Charles Kelly

 

Charles Kelly, formerly an award-winning investigative reporter for The Arizona Republic and now a novelist, biographer and freelancer, is a senior writer for Legacy Preservation, heading up its southwest office in Phoenix.


Kelly grew up near Falls City, Nebraska, graduated from Creighton University with a bachelor’s degree in journalism, spent two years in the U.S. Army as a military policeman, then took a master’s degree in journalism from Northwestern University.

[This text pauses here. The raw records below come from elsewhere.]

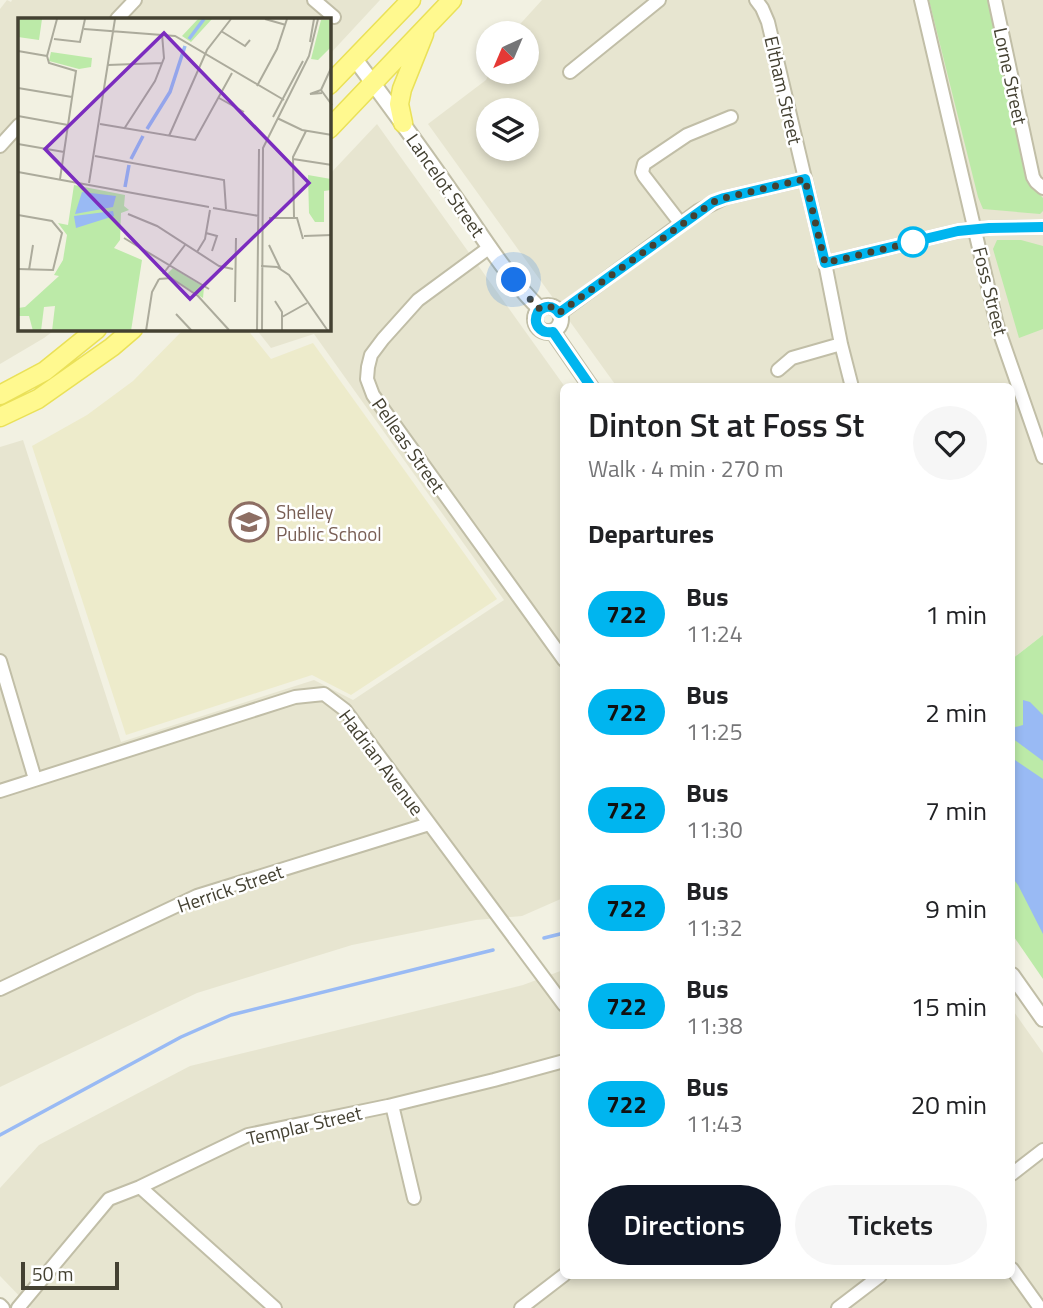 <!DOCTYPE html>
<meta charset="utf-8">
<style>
body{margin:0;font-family:"Titillium Web",sans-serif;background:#f6f6f6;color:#202124;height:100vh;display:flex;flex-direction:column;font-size:26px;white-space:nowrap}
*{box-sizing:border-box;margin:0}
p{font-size:23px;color:#757577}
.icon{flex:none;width:38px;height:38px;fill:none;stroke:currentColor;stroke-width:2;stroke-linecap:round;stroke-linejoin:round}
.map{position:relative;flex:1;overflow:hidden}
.panel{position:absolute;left:560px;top:383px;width:455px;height:896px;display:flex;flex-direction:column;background:#fff;border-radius:10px;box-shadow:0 4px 10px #0003}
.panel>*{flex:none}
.badge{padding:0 14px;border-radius:23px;font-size:24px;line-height:46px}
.needle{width:46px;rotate:224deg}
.controls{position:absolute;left:476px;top:21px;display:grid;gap:14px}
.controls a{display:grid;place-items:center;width:63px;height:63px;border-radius:50%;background:#fff;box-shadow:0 4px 10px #0003;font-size:35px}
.scale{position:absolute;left:21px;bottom:18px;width:98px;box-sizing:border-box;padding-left:7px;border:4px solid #444132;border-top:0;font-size:19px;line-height:24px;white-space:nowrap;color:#444132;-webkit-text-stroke:5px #fff;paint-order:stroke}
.you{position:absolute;width:35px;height:35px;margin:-18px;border:5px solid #fff;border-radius:50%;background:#1a73e8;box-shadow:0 0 0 10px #1a73e833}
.map>.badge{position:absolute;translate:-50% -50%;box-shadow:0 0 0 4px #fff}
h2{padding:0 28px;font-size:26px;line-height:63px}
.round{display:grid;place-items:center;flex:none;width:74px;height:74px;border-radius:37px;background:#f6f6f6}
.overview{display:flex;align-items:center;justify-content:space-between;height:119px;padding:0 28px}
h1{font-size:33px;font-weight:600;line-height:52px}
.button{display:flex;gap:14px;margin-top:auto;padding:14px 28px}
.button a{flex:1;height:80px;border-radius:42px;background:#111827;color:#fff;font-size:28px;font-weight:600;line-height:80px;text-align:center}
.button a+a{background:#f6f6f6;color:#202124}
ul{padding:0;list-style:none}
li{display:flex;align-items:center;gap:21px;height:98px;padding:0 28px}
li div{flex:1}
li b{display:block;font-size:26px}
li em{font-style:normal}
li .badge{min-width:77px;font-weight:700;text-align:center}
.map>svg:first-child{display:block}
.residential{fill:#e7e5d0;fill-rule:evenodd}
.education{fill:#edebcb}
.green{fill:#bceaa8}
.water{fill:#99baf4}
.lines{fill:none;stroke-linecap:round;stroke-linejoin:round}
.stream{stroke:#99baf4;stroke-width:3.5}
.minor-casing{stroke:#c1bea7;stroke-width:16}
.tertiary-casing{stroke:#c1bea7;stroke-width:18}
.primary-casing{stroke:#eae158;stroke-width:21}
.minor{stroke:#fff;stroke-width:12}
.tertiary{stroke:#fff;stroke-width:14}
.primary{stroke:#fff98f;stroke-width:18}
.line-casing{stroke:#fff;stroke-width:16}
.line{stroke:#00b5ef;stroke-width:10}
.walk{stroke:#444132;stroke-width:7;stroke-dasharray:0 12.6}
.stop-dot{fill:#fff;stroke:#00b5ef;stroke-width:3.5}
.labels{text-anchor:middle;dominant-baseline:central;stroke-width:5;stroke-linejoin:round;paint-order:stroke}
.street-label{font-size:19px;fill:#444132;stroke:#fff}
.education-label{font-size:19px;fill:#785e54;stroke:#fff;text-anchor:start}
.inset-river{fill:none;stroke:#99baf4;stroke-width:3.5}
.inset-road{fill:none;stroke:#acab9c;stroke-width:2}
.view{fill:#7b2cbf;fill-opacity:0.15;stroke:#7b2cbf;stroke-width:3.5}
.inset-edge{fill:none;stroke:#444132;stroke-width:3.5}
</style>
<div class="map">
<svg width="1043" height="1308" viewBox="0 0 1043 1308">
<rect width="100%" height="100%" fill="#f2f1e2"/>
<!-- residential -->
<path class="residential" d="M7 0 11 2 12 0H380L329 55V19H19V329H56L44 338 0 364V9Z
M542 0H1043V635L1012 659V387H617L428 124 486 80 490 72H527V33H512ZM488 110H527V149H488Z
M377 124 565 387H564L563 898 522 916 476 920 352 945 197 993 0 1087V447L23 440 121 742 314 680 353 700 504 600 314 334 271 348 256 329H329V175Z
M563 970 564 1276H1012V1009L1043 1053V1308H31L0 1276V1188L39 1145 190 1066 523 985Z"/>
<!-- education -->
<path class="education" d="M184 329H247L271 359 313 343 497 599 351 695 312 675 126 735 32 446 87 415 133 381Z"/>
<!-- green -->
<path class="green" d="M929 0H988L1026 180 1043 198V211L1040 214 983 209 978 197Z
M997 240H1021L1043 246V329L1019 338 993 249Z
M1043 635V979L1012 934V659Z"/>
<!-- water -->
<path class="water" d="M1023 700 1030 702 1043 715V761L1012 738V728L1023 725Z
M1012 758 1043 779V934L1018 885 1012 877Z"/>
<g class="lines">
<!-- stream -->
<path class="stream" d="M544 938 564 933
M0 1135 181 1037 231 1015 493 950"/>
<!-- minor casing -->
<g class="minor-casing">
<path id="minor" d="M314 0 334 17
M756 0 762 8 768 22 825 263 841 344 852 387
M921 0 997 325 1043 457
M995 0 1033 177 1036 182 1043 188
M117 19 135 0
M570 72 659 0
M0 146 19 125
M681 224 644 176 642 172 644 164 687 135 731 117
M490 247 418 300 383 339 371 355 368 367 367 379 373 395 564 660
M825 263 958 231 989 228 1043 227
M560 313 698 211 724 198 805 179
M778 370 792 358 841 344
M0 661 35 779
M0 791 295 697 324 694 345 710 564 1005
M0 989 197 896 429 824
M392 1105 414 1198
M1012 1174 1043 1150
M140 1187 275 1308
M1012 1269 1040 1308
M0 1305 3 1308
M18 1308 109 1199 140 1187 248 1135 388 1106 494 1080 564 1061
M521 1308 564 1275
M838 1308 880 1276"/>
</g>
<!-- tertiary casing -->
<g class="tertiary-casing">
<path id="tertiary" d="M355 59C390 106 425 154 459 203 484 239 508 278 540 309
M535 319a13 13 0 1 1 26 0a13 13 0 1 1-26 0Z
M553 332 591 387
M1012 975 1043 1019"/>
</g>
<!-- primary casing -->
<g class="primary-casing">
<path id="primary" d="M329 85 411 0
M403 123 399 104 402 89 424 34
M329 129 452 0
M0 395 45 371 97 329
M0 417 38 399 112 347 133 329"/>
</g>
<!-- minor -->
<use href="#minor" class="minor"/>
<!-- tertiary -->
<use href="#tertiary" class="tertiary"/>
<!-- primary -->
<use href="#primary" class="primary"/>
</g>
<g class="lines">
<!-- line casing -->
<g class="line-casing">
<path id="line" d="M591 387 553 332C540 334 532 324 538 312 545 305 553 305 559 313L713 202 724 198 805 179 825 263 958 231 989 228 1043 227"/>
</g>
<!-- line -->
<use href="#line" class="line"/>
<!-- walk -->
<path class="walk" d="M514 280 527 296 540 309C548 305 554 306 559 313L713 202 724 198 805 179 825 263 913 242"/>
</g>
<!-- icons -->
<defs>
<g id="school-ring" transform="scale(2.0125)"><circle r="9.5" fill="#fff" stroke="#8d6e63" stroke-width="1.5"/><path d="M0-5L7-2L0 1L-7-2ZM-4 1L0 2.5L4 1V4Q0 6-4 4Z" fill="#8d6e63"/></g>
</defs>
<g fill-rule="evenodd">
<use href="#school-ring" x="249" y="522"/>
</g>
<!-- markers -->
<circle class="stop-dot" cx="913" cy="242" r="14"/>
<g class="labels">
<!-- street labels -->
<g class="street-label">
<text transform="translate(1011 76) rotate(78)">Lorne Street</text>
<text transform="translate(784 90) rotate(77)">Eltham Street</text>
<text transform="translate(446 185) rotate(55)">Lancelot Street</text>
<text transform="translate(991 291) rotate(76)">Foss Street</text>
<text transform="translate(409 445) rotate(55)">Pelleas Street</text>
<text transform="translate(382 762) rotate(53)">Hadrian Avenue</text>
<text transform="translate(230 888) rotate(-19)">Herrick Street</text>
<text transform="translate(304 1125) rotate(-13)">Templar Street</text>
</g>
<!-- education labels -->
<g class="education-label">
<text x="276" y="511">Shelley<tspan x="276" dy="22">Public School</tspan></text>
</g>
</g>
<!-- overview -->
<g transform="translate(18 18)">
<rect width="313" height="313" fill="#f2f1e2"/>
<path d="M1 1H24L21 22 0 19ZM180 1H194L173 24 164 18ZM303 2H313V29L300 42 293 41ZM33 34 74 40 73 49 61 51 31 43ZM290 157 313 161V172L306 173V204H297L291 195ZM56 167 107 177 106 188 111 192 103 195 102 222 96 230 124 242 113 313H34L37 288 26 289 23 313H15L11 298H0V290L7 289 41 258 36 257 45 242 49 217 40 205 50 207ZM155 250 186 269 185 280 148 257Z" fill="#bceaa8"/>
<path d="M64 174 98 178 95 189 57 196ZM95 193 96 198 58 210 56 198Z" fill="#99baf4"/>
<path class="inset-river" d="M171 21 186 1M129 111 152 74 167 28M113 141 125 118M107 169 111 147"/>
<path class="inset-road" d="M247 1 268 7M66 11 157 18 266 82M203 13 227 28 232 22M36 21 62 24 67 1M292 24 296 1M0 33 29 38M29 38 31 45 58 53 42 161M29 38 39 1M90 47 144 45M314 48 303 72 314 87M239 68 259 31 269 1M0 70 54 79M303 72 292 76 304 75M201 80 226 94M0 98 50 107M255 99 285 43M259 100 284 112 314 117M82 106 177 122 214 55M106 111 137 63 146 40 144 16M151 118 189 32 213 1M0 126 46 134M77 138 206 162 208 191M275 141 314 147M0 154 191 189M71 165 97 1M195 190 241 198M110 196 139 208 201 248 215 251M0 197 34 203 44 215 35 252 0 251M276 199 275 139 288 113M251 200H279L285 221M188 215 199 218 194 233M286 218 314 217M106 220 191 271M251 227 263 252M179 234 187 221 192 192M243 248 259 249 271 257 310 313M11 252 15 227M145 256 167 227M141 261 153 260 180 278 211 312M257 283 264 294V313M217 284 218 220M158 296 174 313M264 299 289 285M128 313 134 274 141 261M239 313 241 131M244 313 245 130 291 38 300 1"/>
<path class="view" d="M146 15 291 165 172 281 27 131Z"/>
<rect width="313" height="313" class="inset-edge"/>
</g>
</svg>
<div class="controls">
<a><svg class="needle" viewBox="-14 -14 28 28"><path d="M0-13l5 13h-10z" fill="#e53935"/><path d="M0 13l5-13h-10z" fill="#757577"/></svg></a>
<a><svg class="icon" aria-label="layers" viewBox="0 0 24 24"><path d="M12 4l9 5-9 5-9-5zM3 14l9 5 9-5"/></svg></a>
</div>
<div class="scale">50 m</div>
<div class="you" style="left:514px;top:280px"></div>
<section class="panel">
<div class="overview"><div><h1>Dinton St at Foss St</h1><p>Walk · 4 min · 270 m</p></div><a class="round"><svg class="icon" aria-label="heart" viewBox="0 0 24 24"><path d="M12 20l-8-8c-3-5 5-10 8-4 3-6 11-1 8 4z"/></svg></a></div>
<h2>Departures</h2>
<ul>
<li><span class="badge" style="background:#00b5ef;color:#111">722</span><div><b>Bus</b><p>11:24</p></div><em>1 min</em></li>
<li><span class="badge" style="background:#00b5ef;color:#111">722</span><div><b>Bus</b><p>11:25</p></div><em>2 min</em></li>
<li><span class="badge" style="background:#00b5ef;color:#111">722</span><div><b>Bus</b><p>11:30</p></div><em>7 min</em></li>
<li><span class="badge" style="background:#00b5ef;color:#111">722</span><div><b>Bus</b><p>11:32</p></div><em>9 min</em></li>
<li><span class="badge" style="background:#00b5ef;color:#111">722</span><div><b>Bus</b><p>11:38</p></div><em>15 min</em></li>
<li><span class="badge" style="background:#00b5ef;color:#111">722</span><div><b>Bus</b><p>11:43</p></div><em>20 min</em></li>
</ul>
<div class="button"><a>Directions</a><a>Tickets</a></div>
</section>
</div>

He worked briefly as a copy editor and police reporter at the Omaha World-Herald, then spent 36 years as a reporter and columnist at The Arizona Republic. In the course of his work at the Republic, Kelly found missing heirs and wrote their stories, investigated the 1976 bomb murder of Republic reporter Don Bolles, and helped a falsely convicted American tugboat captain get out of a Mexican prison.


He is the author of the novel "Pay Here," co-author with journalist Kris Mayes of "Spin Priests," an account of the 2000 presidential election campaign, and is currently writing a biography of the hard-boiled writer Dan J. Marlowe, author of "The Name of the Game is Death." Kelly’s short story, “The Eighth Deadly Sin” will appear shortly in "Phoenix Noir," a collection of short stories published by Akashic Books in New York.


In 1992, Kelly was honored with the Arizona Journalist of the Year Award.